◆ About this exercise:
Each line of the records that holds the word "limit" should be copied out.
◇ ◇ ◇ ◇ ◇ ◇ ◇
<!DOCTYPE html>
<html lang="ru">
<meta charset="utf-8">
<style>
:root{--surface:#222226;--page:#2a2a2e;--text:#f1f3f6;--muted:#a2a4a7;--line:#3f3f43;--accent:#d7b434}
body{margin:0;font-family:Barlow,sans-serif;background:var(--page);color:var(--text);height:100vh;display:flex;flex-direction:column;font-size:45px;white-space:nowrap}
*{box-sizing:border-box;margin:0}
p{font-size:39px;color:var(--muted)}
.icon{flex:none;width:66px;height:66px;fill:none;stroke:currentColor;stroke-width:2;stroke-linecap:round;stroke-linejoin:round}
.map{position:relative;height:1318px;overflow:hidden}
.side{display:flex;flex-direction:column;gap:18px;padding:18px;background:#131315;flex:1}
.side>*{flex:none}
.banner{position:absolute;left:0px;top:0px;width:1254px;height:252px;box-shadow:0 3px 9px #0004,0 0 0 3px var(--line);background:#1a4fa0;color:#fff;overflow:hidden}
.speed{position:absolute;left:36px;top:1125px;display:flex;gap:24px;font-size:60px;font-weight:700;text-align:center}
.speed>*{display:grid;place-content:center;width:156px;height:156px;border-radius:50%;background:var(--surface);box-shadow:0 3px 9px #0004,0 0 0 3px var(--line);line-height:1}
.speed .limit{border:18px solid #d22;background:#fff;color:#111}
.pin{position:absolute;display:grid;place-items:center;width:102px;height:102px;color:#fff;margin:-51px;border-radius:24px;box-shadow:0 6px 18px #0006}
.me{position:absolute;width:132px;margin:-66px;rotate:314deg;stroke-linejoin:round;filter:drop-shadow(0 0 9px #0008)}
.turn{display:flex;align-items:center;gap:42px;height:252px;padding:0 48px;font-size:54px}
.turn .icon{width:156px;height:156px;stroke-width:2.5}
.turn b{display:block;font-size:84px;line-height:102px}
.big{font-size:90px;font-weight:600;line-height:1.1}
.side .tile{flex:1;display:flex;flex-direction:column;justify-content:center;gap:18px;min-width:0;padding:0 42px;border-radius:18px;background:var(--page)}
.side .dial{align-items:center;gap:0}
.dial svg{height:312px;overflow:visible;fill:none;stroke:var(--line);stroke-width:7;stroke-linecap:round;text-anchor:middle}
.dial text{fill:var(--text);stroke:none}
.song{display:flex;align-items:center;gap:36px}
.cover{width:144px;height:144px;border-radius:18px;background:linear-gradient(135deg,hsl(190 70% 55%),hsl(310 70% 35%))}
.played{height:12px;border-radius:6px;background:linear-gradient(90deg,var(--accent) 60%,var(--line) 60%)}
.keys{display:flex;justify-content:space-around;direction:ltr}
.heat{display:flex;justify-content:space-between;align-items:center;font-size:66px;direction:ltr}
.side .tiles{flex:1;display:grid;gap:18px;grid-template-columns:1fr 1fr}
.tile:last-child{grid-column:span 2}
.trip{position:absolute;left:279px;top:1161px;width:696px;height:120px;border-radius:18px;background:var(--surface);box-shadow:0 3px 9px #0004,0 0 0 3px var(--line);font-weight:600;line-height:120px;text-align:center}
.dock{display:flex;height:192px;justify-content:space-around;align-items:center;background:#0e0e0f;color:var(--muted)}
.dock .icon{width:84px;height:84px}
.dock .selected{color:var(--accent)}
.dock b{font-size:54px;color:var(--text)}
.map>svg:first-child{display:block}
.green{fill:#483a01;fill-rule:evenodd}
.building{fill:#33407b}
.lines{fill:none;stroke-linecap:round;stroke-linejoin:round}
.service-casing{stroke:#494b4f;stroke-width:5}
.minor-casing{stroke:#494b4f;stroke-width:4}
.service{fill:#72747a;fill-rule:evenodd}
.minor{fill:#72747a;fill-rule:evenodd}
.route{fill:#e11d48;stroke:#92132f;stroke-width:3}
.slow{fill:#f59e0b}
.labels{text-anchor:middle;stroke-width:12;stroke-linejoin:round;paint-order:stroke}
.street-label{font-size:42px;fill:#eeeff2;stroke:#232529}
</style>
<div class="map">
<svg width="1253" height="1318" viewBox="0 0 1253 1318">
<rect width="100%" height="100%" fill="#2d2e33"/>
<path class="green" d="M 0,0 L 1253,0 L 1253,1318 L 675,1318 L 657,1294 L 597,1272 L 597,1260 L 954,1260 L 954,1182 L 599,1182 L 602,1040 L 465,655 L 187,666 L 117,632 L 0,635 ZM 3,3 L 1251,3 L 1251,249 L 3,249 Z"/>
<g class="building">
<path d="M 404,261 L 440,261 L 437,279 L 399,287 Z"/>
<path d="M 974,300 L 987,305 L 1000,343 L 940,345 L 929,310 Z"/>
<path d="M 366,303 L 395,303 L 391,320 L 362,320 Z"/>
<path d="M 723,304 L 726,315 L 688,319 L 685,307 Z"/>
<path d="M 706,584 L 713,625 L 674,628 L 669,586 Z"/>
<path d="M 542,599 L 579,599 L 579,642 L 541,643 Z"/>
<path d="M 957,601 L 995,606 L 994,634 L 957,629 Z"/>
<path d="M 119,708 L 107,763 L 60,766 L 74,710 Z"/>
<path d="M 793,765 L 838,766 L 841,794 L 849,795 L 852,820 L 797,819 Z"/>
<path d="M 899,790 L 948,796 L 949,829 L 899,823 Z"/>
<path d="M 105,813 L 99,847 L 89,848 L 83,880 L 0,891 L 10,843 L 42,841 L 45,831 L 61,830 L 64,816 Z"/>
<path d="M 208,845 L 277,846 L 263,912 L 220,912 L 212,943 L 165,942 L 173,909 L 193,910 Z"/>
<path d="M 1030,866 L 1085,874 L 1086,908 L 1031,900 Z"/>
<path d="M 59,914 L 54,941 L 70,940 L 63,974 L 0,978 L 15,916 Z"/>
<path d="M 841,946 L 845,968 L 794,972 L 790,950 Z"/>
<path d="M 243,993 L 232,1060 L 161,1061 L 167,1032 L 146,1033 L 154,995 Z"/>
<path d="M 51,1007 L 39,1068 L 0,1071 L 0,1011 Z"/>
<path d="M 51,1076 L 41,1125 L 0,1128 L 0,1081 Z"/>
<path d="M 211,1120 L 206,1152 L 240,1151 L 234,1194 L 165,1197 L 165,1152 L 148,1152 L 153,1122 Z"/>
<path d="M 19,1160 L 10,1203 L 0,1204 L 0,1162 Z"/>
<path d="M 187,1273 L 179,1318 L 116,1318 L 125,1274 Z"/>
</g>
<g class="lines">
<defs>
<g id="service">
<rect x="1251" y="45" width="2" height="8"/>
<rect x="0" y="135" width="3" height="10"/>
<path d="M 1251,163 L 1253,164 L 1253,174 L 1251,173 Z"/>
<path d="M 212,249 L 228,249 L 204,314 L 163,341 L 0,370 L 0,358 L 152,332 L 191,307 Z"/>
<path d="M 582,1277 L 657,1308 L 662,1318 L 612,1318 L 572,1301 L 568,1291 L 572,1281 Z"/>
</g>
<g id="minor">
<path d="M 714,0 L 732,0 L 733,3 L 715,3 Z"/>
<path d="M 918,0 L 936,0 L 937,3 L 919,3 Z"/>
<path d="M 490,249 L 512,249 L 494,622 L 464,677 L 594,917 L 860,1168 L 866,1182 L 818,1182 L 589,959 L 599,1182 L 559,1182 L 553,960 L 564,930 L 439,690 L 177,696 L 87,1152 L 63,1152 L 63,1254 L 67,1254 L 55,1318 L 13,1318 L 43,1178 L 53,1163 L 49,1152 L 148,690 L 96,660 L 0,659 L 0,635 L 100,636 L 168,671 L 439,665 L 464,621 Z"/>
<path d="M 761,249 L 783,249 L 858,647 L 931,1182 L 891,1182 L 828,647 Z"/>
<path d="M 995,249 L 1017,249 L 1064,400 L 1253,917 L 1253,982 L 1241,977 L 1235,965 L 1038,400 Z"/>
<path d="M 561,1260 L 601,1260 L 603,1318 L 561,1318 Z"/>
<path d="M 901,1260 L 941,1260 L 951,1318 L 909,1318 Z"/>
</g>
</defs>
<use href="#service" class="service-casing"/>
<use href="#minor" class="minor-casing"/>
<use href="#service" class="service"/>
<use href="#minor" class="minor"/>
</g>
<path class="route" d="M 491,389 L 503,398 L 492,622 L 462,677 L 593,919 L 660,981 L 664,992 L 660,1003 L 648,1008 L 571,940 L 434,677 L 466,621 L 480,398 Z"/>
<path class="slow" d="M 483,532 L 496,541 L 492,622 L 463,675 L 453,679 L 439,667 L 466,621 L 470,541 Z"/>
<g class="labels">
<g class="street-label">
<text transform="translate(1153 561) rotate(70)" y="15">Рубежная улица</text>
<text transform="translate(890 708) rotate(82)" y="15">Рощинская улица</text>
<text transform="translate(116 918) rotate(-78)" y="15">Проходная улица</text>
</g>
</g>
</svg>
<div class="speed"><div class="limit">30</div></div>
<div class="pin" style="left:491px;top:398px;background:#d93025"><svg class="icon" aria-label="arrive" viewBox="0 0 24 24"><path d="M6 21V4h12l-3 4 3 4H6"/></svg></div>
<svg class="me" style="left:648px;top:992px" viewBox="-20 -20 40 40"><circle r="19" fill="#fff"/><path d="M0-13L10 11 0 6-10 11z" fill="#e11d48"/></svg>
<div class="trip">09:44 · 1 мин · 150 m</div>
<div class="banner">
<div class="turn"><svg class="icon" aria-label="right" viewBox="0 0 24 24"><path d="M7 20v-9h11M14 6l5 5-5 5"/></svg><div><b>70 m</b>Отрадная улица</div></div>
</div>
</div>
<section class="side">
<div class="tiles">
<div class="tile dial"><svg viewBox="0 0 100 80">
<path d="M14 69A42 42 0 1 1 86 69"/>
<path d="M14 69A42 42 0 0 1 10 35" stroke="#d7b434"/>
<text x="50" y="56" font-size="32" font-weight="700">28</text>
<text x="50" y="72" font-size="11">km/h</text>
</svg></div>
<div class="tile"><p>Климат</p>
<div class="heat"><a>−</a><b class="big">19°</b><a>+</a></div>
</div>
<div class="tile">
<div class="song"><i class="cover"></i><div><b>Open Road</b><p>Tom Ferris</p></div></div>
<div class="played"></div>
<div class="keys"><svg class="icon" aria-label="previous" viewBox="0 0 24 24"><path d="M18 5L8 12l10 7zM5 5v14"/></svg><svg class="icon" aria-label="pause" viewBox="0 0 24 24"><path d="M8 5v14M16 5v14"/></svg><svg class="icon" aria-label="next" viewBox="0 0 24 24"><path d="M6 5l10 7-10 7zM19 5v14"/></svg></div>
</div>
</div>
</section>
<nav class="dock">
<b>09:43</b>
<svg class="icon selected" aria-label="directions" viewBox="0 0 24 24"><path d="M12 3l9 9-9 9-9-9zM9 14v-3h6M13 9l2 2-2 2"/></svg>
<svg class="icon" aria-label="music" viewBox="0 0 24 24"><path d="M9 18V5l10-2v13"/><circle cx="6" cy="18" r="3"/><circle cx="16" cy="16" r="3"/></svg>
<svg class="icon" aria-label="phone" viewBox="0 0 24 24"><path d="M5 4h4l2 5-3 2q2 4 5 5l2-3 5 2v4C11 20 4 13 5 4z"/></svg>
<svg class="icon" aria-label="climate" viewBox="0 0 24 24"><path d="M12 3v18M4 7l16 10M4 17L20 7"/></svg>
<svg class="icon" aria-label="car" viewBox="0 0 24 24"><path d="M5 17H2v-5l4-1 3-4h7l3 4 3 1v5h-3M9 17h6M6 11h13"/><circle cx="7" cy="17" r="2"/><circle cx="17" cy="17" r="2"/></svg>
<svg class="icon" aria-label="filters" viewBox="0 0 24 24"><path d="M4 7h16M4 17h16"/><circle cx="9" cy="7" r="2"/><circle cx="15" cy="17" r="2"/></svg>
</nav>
◇ ◇ ◇ ◇ ◇ ◇ ◇
◆ Answer below:
.speed .limit{border:18px solid #d22;background:#fff;color:#111}
<div class="speed"><div class="limit">30</div></div>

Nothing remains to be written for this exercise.